Через час вместе с Рябовым она приступила к организации комсомольского воскресника на центральной усадьбе. Надо было разобрать зимний пригон и перевезти его на выпасы. Но сегодня, за два дня до окончания сева, людей не так-то просто было найти. Отыскался только один относительно незанятый человек — Толик Мацнев. Он возился в гараже со своим недавно полученным стареньким грузовиком.

Узнав, в чем дело, Анатолий охотно согласился помочь. Лида и Женька сели к нему в кабину — хорошо, когда шофер свой человек!

— Я все равно сегодня без дела загораю, — сообщил он, нажимая ногой на стартер.

Завести машину со стартера не удалось. Мотор завелся лишь после того, как Толик два раза поковырялся в моторе и до пота покрутил рукоятку.

Сдвинувшись с места, машина стала так скрипеть и дребезжать, что казалось, она вот-вот развалится на ходу.
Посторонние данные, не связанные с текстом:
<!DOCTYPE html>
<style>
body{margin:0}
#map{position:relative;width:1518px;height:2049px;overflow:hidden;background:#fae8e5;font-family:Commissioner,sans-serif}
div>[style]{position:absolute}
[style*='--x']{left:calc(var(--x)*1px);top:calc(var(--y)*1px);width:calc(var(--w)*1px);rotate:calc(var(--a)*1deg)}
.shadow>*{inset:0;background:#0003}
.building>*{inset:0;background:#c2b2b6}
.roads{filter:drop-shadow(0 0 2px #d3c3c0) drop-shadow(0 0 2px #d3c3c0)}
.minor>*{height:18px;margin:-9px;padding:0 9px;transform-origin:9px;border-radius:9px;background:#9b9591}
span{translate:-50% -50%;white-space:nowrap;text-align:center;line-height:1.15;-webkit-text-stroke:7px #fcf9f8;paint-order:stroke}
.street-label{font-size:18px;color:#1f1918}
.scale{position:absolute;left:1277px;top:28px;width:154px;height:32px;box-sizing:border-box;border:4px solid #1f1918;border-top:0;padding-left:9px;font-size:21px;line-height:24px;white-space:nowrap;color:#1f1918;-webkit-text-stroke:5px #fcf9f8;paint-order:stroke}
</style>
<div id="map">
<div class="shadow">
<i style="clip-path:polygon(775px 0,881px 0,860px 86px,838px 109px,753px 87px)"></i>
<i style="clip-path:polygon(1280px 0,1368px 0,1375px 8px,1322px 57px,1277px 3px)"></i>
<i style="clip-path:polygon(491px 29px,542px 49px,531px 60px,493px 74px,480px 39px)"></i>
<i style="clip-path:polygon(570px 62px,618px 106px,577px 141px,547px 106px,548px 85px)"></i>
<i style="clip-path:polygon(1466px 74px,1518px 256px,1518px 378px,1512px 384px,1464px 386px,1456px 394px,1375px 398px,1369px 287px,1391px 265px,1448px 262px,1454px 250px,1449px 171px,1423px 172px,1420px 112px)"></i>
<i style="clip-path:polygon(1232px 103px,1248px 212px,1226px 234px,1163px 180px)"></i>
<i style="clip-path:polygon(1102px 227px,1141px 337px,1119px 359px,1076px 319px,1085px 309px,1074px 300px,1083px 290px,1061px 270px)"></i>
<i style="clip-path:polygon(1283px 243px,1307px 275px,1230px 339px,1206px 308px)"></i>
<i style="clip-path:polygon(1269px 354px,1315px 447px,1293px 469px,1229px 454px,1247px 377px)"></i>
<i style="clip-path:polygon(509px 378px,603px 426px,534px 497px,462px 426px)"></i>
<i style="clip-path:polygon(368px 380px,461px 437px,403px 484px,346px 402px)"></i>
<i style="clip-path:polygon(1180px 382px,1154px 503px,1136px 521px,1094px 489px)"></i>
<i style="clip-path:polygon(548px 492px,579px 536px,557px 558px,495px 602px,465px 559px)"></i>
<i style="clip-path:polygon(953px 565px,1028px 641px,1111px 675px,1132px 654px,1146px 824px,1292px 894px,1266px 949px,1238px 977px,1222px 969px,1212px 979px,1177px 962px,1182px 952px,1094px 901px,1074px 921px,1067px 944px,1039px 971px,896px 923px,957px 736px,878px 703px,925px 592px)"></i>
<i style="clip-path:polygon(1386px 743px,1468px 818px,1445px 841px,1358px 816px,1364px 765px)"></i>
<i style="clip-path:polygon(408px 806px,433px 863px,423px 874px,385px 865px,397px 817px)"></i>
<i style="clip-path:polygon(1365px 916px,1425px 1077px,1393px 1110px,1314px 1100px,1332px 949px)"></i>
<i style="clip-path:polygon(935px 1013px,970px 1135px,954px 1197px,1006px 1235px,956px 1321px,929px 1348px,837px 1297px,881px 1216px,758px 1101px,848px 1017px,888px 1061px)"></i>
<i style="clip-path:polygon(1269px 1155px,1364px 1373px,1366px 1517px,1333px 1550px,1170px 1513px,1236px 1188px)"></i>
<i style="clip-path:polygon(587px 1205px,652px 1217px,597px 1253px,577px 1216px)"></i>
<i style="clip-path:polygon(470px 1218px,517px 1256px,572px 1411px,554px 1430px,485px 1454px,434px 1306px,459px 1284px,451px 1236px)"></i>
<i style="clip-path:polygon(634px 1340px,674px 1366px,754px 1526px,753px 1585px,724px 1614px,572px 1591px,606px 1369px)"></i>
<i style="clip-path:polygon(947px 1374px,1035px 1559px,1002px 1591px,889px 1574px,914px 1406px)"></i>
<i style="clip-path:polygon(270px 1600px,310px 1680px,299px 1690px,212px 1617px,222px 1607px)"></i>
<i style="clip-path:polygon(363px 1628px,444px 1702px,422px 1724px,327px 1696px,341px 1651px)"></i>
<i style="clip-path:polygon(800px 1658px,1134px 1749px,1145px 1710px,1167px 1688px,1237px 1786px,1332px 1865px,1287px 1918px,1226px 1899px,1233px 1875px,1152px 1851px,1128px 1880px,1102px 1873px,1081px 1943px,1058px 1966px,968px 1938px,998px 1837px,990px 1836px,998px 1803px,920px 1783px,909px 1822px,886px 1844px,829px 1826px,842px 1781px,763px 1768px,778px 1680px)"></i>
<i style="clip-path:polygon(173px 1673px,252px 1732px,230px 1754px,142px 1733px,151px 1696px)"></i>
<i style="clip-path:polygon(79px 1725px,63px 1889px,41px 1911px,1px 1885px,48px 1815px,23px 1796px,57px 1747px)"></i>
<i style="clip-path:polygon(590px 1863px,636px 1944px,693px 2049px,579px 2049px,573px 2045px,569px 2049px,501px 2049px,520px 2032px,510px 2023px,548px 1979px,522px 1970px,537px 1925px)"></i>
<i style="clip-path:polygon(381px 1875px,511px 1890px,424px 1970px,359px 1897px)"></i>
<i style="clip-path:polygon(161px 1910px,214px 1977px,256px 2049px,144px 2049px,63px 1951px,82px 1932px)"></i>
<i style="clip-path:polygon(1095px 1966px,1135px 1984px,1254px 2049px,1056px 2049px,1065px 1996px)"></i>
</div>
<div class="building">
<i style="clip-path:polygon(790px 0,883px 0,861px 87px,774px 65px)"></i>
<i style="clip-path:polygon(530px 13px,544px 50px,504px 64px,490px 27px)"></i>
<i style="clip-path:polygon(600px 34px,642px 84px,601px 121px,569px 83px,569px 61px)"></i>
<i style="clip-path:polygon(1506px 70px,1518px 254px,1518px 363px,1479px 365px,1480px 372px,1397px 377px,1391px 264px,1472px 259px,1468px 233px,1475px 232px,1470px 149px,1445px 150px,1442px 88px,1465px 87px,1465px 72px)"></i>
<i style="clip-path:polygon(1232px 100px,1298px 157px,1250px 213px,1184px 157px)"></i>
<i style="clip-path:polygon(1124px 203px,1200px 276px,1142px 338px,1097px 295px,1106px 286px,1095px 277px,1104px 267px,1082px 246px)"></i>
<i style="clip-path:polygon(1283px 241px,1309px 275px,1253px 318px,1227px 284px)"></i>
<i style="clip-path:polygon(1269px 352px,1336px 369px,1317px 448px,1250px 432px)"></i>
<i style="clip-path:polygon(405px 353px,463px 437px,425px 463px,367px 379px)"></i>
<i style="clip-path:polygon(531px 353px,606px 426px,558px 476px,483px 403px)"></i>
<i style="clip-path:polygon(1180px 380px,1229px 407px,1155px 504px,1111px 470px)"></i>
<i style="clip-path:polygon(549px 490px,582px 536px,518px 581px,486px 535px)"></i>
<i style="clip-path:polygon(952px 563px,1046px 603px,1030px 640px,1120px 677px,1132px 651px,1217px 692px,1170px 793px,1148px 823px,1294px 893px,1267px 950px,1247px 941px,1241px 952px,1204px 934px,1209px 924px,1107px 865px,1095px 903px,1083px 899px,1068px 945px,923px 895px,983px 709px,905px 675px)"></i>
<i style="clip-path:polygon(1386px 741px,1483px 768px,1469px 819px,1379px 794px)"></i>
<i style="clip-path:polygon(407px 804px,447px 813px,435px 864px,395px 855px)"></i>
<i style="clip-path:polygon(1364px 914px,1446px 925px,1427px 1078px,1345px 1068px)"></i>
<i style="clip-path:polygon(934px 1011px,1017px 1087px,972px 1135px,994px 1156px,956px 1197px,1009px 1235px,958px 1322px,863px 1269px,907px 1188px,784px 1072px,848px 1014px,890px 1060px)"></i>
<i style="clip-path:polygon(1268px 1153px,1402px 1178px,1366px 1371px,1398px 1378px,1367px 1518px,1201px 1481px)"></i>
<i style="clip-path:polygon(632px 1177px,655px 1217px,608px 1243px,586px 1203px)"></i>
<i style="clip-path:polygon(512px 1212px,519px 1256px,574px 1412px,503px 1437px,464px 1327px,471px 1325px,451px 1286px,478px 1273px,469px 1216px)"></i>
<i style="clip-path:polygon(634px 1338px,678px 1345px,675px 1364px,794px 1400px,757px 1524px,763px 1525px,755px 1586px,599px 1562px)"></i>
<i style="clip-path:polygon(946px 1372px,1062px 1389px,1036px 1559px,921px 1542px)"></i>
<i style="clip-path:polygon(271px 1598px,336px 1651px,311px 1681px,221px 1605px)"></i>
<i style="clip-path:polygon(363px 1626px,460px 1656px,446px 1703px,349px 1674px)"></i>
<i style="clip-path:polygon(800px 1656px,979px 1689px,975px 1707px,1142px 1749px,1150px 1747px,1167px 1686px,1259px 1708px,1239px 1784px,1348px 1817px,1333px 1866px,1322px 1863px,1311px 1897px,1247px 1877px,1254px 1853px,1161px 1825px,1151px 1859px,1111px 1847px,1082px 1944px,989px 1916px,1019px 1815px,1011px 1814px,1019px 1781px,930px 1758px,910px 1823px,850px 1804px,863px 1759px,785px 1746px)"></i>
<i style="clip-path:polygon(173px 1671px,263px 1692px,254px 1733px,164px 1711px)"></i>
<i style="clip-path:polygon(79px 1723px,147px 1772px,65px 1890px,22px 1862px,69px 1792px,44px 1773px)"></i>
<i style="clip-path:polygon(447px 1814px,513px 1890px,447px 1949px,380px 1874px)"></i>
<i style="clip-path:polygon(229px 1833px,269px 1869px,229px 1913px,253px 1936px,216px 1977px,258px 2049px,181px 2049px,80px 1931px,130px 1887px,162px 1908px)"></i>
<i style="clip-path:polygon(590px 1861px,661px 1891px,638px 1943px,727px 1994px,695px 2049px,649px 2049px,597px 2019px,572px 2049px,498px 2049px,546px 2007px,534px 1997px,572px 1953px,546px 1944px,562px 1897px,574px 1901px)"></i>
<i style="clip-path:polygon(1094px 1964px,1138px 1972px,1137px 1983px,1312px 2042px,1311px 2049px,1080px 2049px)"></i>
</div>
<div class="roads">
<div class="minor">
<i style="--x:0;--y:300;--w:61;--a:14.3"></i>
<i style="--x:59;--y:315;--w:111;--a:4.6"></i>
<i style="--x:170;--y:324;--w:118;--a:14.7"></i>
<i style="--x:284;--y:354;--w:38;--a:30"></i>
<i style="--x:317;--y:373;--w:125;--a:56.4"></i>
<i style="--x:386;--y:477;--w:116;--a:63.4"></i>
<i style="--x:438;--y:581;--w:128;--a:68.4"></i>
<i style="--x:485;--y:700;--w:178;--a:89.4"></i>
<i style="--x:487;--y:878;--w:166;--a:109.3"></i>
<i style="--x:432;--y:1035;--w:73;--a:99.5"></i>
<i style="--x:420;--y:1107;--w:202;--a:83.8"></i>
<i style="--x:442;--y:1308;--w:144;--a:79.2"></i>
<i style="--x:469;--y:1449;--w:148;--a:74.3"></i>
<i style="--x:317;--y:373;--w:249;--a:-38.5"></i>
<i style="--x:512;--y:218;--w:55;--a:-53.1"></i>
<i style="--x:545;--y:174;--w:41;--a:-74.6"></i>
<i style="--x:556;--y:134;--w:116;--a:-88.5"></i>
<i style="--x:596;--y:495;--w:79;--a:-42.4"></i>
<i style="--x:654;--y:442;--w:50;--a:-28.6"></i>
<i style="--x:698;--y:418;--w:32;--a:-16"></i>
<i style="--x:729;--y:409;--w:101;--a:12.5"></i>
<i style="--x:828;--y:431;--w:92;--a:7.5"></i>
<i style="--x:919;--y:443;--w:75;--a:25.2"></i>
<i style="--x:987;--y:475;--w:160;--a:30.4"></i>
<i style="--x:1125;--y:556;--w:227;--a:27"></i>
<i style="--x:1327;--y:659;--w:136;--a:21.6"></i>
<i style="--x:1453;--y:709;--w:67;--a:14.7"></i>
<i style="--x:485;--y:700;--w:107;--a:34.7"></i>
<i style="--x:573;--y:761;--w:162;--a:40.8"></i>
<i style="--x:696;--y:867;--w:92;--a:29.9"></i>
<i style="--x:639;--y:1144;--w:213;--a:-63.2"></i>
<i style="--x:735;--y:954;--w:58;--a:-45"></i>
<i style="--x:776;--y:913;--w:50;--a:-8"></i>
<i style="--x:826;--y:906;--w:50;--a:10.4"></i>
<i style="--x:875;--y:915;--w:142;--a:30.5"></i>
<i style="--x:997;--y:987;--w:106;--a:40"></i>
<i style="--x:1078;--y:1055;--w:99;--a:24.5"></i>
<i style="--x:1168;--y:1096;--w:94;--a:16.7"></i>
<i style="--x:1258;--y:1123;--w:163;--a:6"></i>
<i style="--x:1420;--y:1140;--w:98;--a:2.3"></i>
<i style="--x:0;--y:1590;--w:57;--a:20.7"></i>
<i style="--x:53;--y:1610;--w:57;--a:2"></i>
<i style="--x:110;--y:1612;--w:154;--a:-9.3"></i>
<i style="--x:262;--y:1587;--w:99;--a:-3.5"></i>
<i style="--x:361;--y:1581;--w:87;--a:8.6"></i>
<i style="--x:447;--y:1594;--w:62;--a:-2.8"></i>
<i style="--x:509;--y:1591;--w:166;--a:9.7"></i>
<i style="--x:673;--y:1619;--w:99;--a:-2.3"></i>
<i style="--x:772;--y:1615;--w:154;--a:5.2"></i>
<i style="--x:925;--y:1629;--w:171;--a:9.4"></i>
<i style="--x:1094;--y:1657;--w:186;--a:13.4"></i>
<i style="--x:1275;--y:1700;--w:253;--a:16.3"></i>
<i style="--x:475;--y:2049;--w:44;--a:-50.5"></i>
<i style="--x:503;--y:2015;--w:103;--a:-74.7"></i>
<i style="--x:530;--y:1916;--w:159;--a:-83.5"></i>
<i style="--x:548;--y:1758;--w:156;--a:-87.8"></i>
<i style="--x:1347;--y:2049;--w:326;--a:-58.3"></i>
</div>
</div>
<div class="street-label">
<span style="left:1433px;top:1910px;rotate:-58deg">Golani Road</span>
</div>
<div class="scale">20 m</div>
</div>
Грузовик, ободранная кабина которого была помята с обоих боков, был полной противоположностью своему щеголеватому хозяину. Мацнев, в черном берете, сдвинутом набок, спортивных брюках и красивой пестрой рубашке, был бы очень хорош, скажем, в директорском «газике». Но Толик не унывал, что судьба распорядилась иначе в самом начале его шоферской карьеры.

Единственное, что в машине работало безотказно, — гнусавый сигнал и скрежещущие тормоза. И Мацнев считал, что эти достоинства — главные, ибо они обеспечивают ему полную безопасность движения. Поэтому он очень снисходительно и добродушно относился к шуткам, которыми осыпали его и Лида и Женька.

Втроем они приступили к делу. Старое ломать — не новое строить. Работа пошла споро, но когда принялись за столбы, сразу же остановились. Они крепко сидели в не оттаявшей еще под толстым слоем навоза земле. Попробовала Лида качнуть свой столб — у нее только очки прыгают, а столб ни с места. Рябов с Мацневым взмокли, пока вывернули пару столбов, а к следующим как-то и не решались приступаться. И тут Анатолия осенила блестящая мысль.

— Дурную работу делаем, — сказал он с досадой, что раньше не сообразил, как механизировать трудоемкий процесс извлечения столбов из промерзшей земли.

Он прицепил кусок троса к машине, другой конец набросил на столб и легко, как зуб, машиной вытащил его.

Настроение у всех сразу поднялось.

А на ферме в это время также не сидели без дела. Мыли и приводили в порядок вагончик. Игорь копал ямы под столбы для пригона. Саня Легостаева отправилась на стан к Суртаеву выпросить у него железную печку.

Печка у Владьки есть, и даже не одна, но он выслушивает Саню с постной физиономией, какая бывает у хозяйственников при разговоре с просителями.

— И чего вы сюда подселились? — говорит он. — Места, что ли, мало? Сегодня вам печку дай, а завтра начнете просить, чтобы в кино вас везти.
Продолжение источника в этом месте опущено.